About this exercise: Within the listing below, how many lines hold the string "bottom"? Only the number is wanted.

Exercise material section start

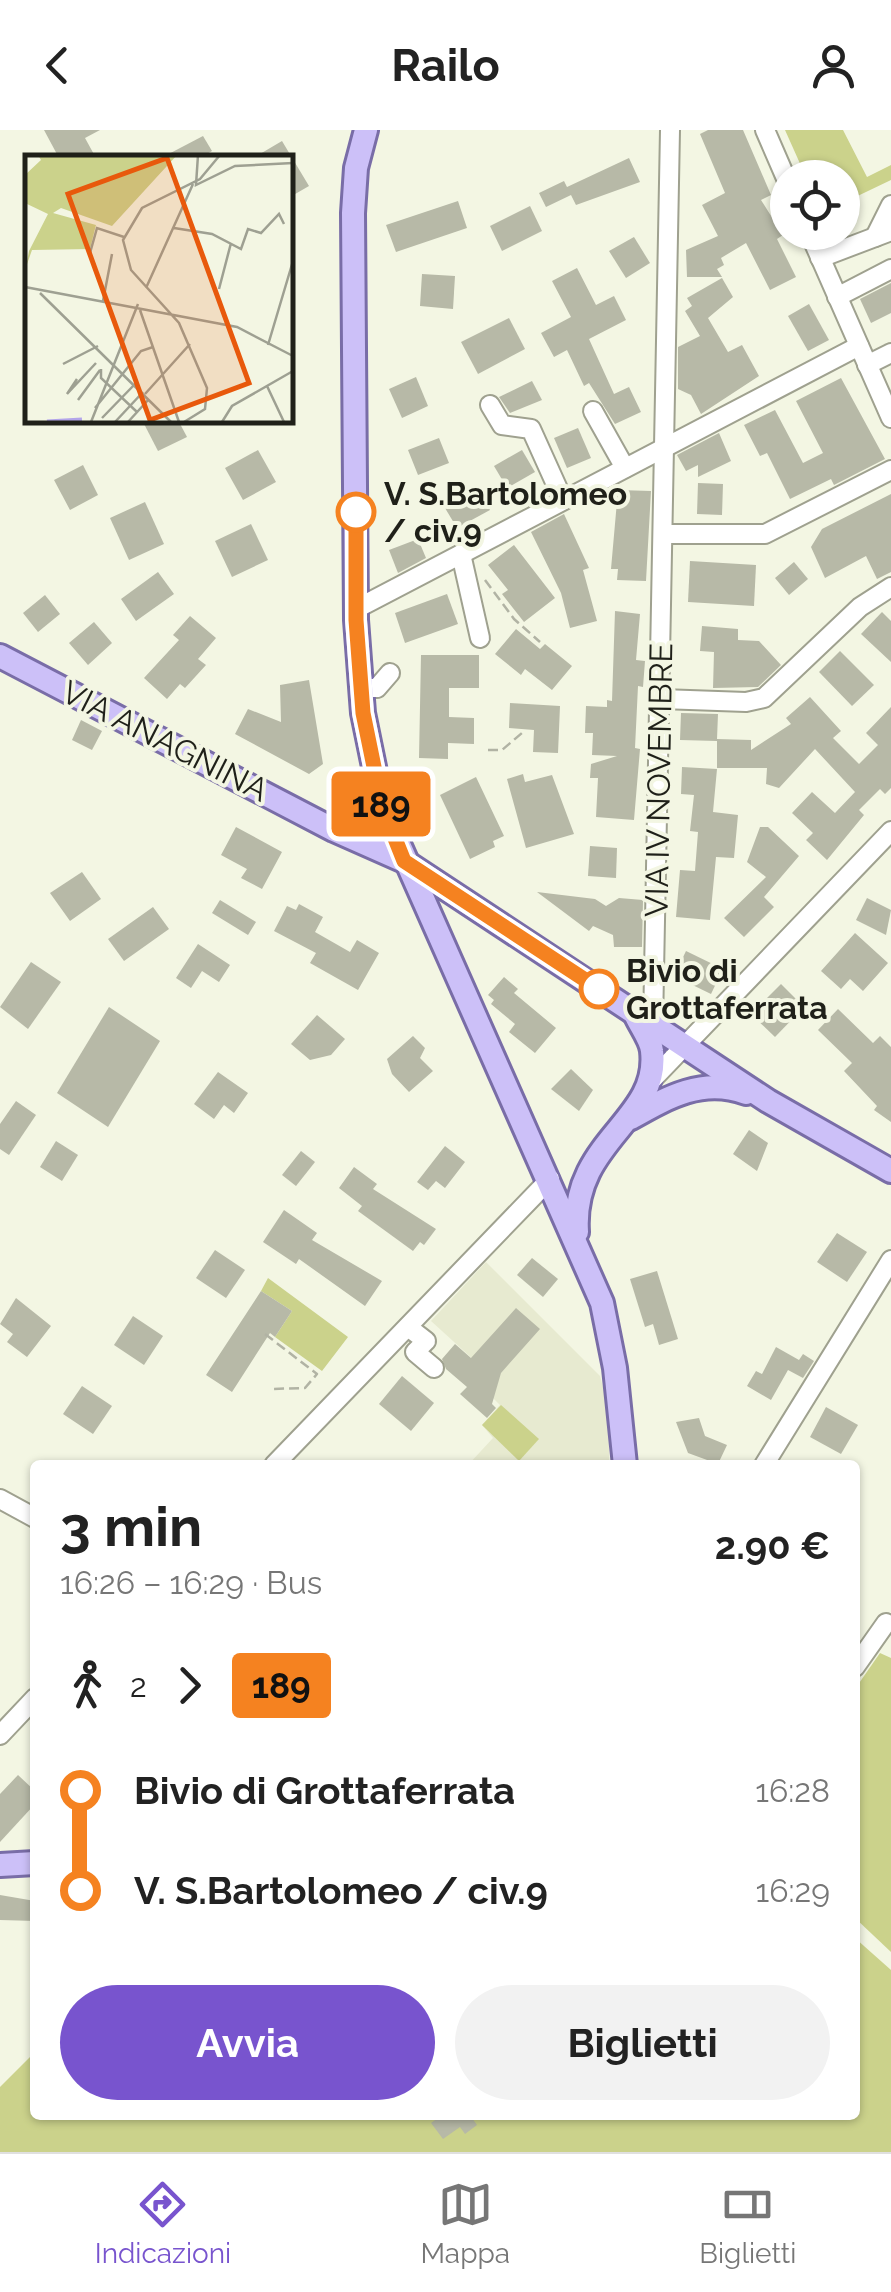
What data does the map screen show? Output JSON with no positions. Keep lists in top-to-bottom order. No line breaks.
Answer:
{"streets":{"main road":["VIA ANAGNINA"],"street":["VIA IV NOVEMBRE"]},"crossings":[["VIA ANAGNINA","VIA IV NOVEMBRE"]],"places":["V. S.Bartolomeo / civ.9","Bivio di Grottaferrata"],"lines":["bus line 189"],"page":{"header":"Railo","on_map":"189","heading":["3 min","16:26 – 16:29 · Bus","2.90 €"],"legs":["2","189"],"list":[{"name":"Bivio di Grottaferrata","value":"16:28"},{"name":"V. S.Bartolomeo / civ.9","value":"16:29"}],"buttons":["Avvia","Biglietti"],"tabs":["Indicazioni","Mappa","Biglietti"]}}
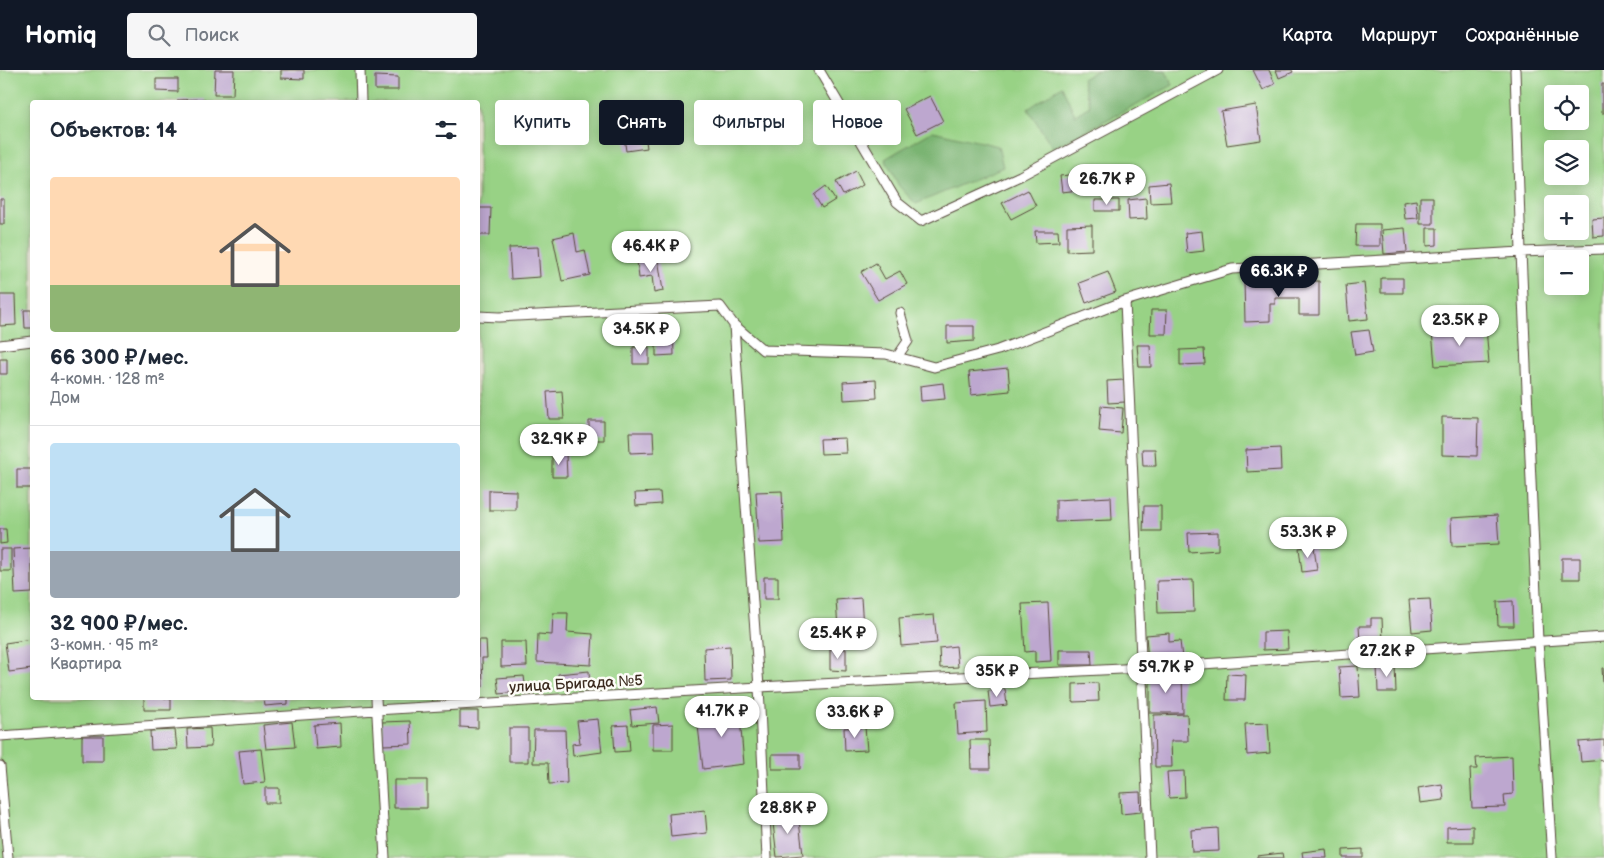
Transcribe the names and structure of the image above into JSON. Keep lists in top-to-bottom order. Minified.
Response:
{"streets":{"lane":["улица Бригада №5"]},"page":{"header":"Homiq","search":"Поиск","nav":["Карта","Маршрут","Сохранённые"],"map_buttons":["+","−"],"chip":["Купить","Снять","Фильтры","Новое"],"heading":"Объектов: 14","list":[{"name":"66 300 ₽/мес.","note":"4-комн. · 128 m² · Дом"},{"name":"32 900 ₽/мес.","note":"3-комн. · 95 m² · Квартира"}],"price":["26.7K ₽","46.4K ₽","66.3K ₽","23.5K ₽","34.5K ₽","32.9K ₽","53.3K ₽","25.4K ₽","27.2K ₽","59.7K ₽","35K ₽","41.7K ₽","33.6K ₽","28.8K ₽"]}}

Exercise material section end

Exercise solution: 2